Le massacre, d’après la recherche, a eu en réalité plusieurs phases : « Au début, nous dit Bayan el Hout en nous montrant des graphiques, ils ne voulaient laisser personne en vie, et c’est pour ça que le premier jour le nombre des tués est beaucoup plus important que celui des personnes enlevées ou disparues. Puis au fil des heures, le rapport s’inverse soit à cause d’une certaine fatigue ou satiété chez les tueurs, soit parce que les commandements israéliens, avec les journalistes qui commençaient à se diriger vers Chatyla, décidèrent de faire faire ‘le travail’ ailleurs, loin des regards indiscrets ».

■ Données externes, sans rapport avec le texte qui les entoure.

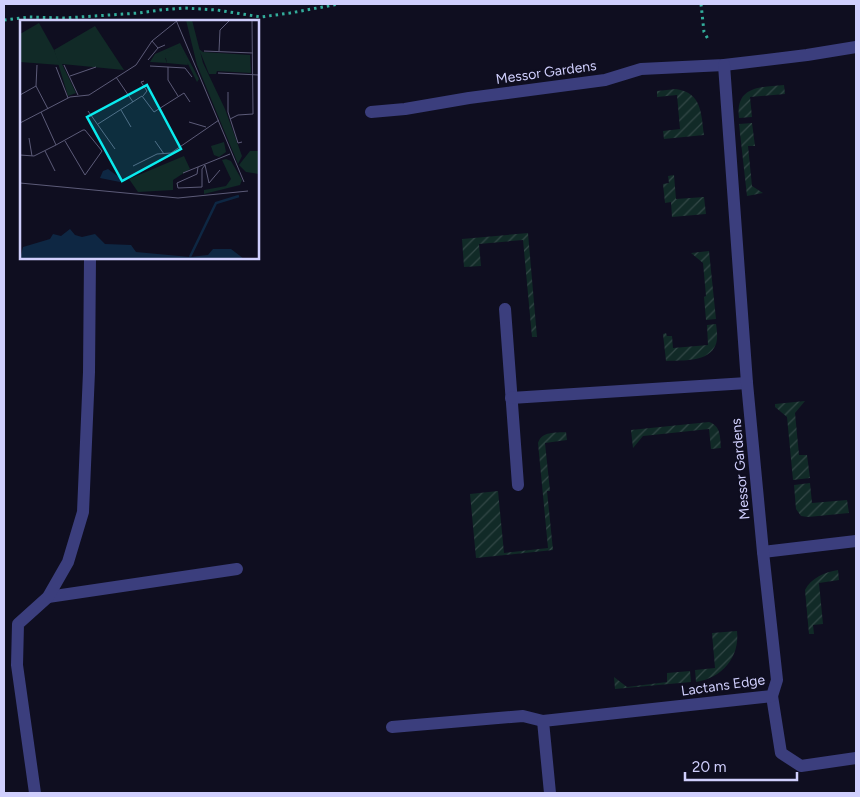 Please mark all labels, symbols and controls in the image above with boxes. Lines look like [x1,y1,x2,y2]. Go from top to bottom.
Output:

Sur le thème, central, des rapports entre commandements israéliens et responsables des Forces Libanaises, au premier rang desquels Elie Hobeika, tué il y a deux ans (2002, NdT) à Beyrouth la veille d’un possible voyage en Belgique pour témoigner contre Ariel Sharon, sont sortis récemment d’importants documents de preuves, qui sont arrivés chez les avocats des victimes par une source anonyme des services secrets états-uniens ou israéliens. Jusqu’à présent cependant, pas le moindre élément de vérité n’est arrivé ni du côté israélien, ni du côté phalangiste : donnée que la publication de cette recherche en anglais, et le temps qui passe, pourraient changer. « Après avoir fini ce travail de vingt années -nous dit Bayan el Hout avant de retourner à ses travaux- j’espère que maintenant, grâce aussi à la mobilisation internationale "Per non dimenticare Sabra e Chatyla" (Pour ne pas oublier Sabra et Chatyla, organisation toujours active, fondée par l’auteur de l’article, NdT) qui voit arriver aujourd’hui des délégations provenant de plusieurs pays, Italie, Espagne, Usa, Malaisie, France, le monde commencera à donner la même valeur au sang des Palestiniens, et surtout que les responsables de ce crime atroce seront jugés et qu’ils paieront pour leur crime. Il n’y a pas d’autre voie, si nous voulons la paix, que de passer par la porte étroite et inconfortable de la mémoire et de la justice ».
Cet article a été publié le 14 septembre 2004 par il manifesto, et republié le 3 février 2009, à l’occasion du deuxième anniversaire de la mort de Stefano Chiarini, journaliste au manifesto, spécialiste du Moyen-Orient et fondateur de l’association ‘Per non dimenticare Sabra e Chatyla ' : Pour ne pas oublier Sabra et Chatyla.
Un voyage est organisé chaque année à cette date, pour soutenir les projets initiés par Stefano dans les camps de réfugiés palestiniens au Liban ; une délégation y est en ce moment, septembre 2010.